Transcribe the listing exactly, leaving out every picture.

DATA SECTION =>
▬▬▬▬▬▬

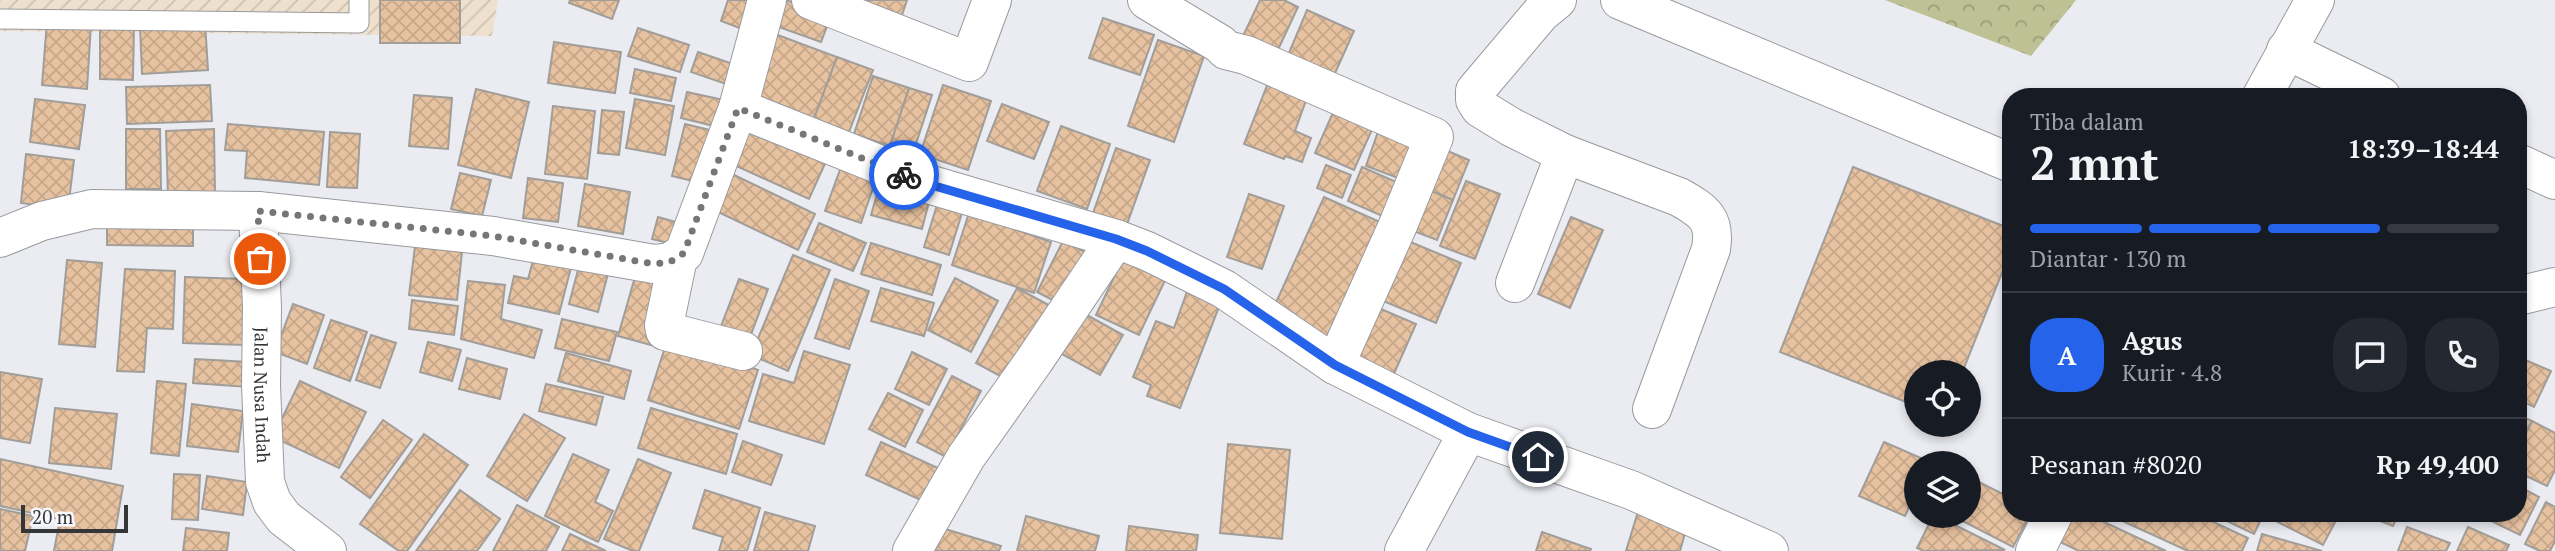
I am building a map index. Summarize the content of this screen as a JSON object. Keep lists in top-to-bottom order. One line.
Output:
{"streets":{"street":["Jalan Nusa Indah"]},"scale_bar":"20 m","page":{"heading":["2 mnt","Tiba dalam","18:39–18:44"],"panel":["Agus","Kurir · 4.8","Pesanan #8020","Rp 49,400"],"bar":"Diantar · 130 m","round":"A","scale":"20 m"}}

▬▬▬▬▬▬

RESPONSE TO THE TASK =>
I am building a map index. Summarize the content of this screen as a JSON object. Keep lists in top-to-bottom order. One line.
Output:
{"streets":{"street":["Jalan Nusa Indah"]},"scale_bar":"20 m","page":{"heading":["2 mnt","Tiba dalam","18:39–18:44"],"panel":["Agus","Kurir · 4.8","Pesanan #8020","Rp 49,400"],"bar":"Diantar · 130 m","round":"A","scale":"20 m"}}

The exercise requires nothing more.